Une telle régression est inhérente davantage aux foules ordinaires (un mot encore après éphémères et primaires) (le flou lexical signe les tâtonnements de la réflexion) qu’aux foules artificielles, hautement organisées.
« Ainsi avons-nous l’impression d’un état dans lequel la motion affective isolée et l’acte intellectuel personnel de l’individu sont trop faibles pour se faire valoir seuls et sont absolument forcés d’attendre que la confirmation leur vienne d’une répétition identique chez les autres. » (Toute ressemblance avec la recherche de clics approbateurs sur les réseaux sociaux n’est pas fortuite).
Et du coup forcément « l’énigme de l’influence de la suggestion s’accroît pour nous (…) et nous nous faisons le reproche d’avoir mis unilatéralement l’accent sur la relation au meneur, en repoussant injustement celui de la suggestion réciproque. »
La réponse est-elle dans la « pulsion grégaire » dont parle Trotter (Instincts of the herd in peace and war Londres 1916) ? Trotter la pense primaire et pas davantage dissociable. Il n’en faut pas plus pour attiser la pulsion quoiquesque de Sigmund.

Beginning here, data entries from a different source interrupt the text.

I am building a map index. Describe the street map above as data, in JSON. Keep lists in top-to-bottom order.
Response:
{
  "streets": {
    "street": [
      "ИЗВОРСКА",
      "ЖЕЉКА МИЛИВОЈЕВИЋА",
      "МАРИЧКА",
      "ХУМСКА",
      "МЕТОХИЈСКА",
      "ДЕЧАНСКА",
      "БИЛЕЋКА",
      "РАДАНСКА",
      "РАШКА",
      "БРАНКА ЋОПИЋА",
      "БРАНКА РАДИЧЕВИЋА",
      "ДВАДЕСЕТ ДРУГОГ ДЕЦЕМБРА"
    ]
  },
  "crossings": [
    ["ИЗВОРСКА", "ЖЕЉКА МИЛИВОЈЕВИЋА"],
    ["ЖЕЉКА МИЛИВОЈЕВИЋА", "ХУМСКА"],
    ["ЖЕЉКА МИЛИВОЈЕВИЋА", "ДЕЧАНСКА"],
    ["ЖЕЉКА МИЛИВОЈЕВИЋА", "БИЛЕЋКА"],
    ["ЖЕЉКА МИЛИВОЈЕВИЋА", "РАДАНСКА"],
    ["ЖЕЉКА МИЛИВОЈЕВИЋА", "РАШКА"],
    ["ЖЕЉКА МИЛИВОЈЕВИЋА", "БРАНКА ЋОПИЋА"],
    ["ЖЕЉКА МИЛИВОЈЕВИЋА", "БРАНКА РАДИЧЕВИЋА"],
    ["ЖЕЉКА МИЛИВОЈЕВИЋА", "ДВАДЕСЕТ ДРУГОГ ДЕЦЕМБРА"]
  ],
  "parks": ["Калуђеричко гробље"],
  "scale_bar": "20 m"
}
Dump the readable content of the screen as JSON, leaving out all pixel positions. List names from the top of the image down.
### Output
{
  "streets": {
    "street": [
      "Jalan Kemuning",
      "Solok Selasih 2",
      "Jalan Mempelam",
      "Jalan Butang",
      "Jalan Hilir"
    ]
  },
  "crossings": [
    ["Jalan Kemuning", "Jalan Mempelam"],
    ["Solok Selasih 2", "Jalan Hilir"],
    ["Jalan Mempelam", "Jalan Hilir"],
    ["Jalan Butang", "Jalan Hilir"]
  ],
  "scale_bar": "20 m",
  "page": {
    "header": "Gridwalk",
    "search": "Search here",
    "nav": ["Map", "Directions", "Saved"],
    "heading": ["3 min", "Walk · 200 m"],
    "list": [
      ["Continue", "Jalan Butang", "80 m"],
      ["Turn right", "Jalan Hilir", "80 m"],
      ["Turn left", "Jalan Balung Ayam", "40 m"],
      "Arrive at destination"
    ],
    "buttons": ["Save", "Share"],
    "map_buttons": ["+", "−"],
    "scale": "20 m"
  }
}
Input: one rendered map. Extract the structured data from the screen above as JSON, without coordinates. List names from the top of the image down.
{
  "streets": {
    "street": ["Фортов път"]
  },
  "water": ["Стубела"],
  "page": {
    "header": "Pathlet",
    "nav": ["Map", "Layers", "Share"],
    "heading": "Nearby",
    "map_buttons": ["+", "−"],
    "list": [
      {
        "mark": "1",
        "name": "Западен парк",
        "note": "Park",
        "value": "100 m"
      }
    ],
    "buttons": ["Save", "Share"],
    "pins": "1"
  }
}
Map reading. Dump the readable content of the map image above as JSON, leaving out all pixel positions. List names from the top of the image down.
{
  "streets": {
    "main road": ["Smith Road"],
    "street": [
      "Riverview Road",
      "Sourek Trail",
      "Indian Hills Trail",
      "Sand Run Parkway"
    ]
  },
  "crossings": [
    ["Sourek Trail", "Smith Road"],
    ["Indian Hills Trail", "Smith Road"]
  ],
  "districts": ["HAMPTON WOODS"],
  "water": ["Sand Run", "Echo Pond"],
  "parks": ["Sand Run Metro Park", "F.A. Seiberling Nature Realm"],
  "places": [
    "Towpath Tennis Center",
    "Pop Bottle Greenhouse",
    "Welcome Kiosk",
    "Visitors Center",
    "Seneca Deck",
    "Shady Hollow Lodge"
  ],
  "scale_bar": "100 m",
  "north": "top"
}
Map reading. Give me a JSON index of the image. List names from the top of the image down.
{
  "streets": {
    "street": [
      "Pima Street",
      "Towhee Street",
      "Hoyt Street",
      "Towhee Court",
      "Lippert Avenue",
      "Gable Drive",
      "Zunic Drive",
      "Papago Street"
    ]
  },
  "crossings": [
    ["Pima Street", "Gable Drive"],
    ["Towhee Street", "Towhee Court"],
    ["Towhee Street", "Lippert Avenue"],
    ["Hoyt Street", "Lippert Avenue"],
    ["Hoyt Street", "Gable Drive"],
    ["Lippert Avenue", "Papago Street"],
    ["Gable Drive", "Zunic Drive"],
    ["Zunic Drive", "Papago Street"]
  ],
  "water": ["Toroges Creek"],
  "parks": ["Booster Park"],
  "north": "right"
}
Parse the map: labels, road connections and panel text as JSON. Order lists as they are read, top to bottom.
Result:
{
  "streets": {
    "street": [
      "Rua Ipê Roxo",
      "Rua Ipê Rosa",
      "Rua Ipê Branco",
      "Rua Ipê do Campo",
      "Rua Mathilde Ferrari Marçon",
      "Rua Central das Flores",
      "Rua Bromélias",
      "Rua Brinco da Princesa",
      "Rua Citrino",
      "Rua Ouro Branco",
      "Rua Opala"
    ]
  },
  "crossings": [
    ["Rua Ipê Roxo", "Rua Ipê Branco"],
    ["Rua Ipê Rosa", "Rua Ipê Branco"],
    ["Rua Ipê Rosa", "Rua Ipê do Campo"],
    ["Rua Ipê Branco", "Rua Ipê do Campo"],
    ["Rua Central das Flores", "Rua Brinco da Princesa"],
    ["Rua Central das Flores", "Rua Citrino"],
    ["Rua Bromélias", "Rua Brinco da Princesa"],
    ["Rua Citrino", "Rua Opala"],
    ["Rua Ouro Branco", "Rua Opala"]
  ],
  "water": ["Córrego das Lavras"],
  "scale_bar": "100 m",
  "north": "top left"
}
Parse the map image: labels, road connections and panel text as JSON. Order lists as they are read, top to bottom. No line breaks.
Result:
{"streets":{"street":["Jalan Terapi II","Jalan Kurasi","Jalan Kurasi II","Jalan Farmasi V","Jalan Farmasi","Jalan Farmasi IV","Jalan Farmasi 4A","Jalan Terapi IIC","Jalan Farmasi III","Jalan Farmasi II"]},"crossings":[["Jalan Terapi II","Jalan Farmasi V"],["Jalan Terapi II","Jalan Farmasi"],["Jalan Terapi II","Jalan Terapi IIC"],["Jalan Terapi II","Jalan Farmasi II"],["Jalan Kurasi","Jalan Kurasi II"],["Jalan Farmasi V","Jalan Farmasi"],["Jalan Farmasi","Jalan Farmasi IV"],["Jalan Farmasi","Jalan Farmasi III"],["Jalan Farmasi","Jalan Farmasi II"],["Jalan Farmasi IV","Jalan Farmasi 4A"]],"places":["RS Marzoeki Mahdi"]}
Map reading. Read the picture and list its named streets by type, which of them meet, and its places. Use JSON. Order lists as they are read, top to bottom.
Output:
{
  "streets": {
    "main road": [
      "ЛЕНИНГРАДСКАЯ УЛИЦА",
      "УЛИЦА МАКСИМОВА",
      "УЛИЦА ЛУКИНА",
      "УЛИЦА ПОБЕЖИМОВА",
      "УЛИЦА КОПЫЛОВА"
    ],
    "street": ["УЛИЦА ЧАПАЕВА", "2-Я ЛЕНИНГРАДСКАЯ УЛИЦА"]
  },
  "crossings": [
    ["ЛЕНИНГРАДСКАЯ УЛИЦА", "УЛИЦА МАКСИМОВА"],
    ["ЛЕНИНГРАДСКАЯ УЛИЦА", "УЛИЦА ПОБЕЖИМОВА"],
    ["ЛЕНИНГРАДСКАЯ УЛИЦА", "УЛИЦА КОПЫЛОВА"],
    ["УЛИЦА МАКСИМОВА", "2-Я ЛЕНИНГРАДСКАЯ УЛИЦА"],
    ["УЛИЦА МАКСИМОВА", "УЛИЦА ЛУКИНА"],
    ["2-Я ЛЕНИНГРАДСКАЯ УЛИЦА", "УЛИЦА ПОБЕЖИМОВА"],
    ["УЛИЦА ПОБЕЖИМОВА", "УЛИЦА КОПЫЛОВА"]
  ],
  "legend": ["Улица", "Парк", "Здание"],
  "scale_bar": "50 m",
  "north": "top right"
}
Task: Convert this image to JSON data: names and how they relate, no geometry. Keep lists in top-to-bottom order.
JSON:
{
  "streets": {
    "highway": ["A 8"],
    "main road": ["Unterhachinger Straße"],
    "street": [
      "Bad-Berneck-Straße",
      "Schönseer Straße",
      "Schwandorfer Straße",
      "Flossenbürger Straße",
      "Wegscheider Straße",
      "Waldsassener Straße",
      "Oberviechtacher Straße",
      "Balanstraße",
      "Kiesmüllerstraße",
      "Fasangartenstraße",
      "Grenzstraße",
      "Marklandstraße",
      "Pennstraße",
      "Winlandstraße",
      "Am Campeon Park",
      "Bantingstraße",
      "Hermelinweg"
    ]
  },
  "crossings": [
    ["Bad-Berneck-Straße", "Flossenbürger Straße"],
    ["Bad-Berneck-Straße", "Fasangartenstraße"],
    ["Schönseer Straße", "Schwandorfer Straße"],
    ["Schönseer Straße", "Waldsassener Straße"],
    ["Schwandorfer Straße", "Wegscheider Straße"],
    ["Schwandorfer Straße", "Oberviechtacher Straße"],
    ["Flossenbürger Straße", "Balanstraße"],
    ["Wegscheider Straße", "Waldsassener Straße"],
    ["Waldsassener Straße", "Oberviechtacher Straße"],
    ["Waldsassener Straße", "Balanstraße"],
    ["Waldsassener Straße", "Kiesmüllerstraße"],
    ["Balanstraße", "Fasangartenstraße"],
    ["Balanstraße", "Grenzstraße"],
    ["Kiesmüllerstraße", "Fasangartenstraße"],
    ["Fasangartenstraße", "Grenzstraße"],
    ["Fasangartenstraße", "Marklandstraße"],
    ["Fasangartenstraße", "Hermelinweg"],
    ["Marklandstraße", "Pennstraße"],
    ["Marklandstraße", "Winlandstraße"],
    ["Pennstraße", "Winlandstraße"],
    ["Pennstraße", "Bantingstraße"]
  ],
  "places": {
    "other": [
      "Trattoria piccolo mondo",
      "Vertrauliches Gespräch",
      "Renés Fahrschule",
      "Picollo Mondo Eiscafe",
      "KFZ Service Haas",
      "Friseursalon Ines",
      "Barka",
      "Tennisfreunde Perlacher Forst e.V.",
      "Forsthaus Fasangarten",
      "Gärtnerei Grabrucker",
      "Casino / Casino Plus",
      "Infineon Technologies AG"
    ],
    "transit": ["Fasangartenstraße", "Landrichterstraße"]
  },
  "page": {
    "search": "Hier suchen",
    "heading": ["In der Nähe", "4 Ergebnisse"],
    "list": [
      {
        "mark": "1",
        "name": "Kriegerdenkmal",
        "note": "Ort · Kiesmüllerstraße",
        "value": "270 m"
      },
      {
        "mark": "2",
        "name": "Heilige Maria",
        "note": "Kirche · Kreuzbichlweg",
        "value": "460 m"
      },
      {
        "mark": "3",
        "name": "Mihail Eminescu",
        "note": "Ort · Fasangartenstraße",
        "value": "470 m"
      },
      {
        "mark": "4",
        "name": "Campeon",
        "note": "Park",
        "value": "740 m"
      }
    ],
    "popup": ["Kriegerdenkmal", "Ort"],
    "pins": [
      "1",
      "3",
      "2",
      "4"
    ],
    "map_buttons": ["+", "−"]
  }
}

Objection 1 Mister Trotter : vous tenez trop peu compte du rôle du meneur.
Objection 2 : « l’angoisse du petit enfant délaissé ne s’apaise pas à la vue de n’importe qui d’autre ‘du troupeau’ », ce qui serait le cas si la pulsion grégaire était primaire.
Freud pense plutôt qu’elle se construit de façon réactionnelle, secondaire.
« (Le sentiment grégaire) se forme dans la nursery aux nombreux enfants, à partir du rapport des enfants à leurs parents, et il se forme en réaction à la jalousie initiale avec laquelle l’aîné accueille le plus jeune. » Mais l’élimination du rival, ou simplement une hostilité trop visible à son égard est impossible sans dommage personnel : en l’occurrence déplaire aux parents qui aiment aussi ce nouvel enfant. Alors « il est contraint à l’identification aux autres enfants et il se forme dans la troupe d’enfants un sentiment de foule ou de communauté. »
Bon ça vaut ce que ça vaut. En tous cas ça évoque un passage célèbre des Confessions de st Augustin, où un enfant pâlit de jalousie en voyant son frère de lait à la mamelle. Et bien sûr l’histoire de Caïn et Abel (Genèse chap.4), qui met en évidence les conséquences ravageuses des ratés possibles de ce mécanisme.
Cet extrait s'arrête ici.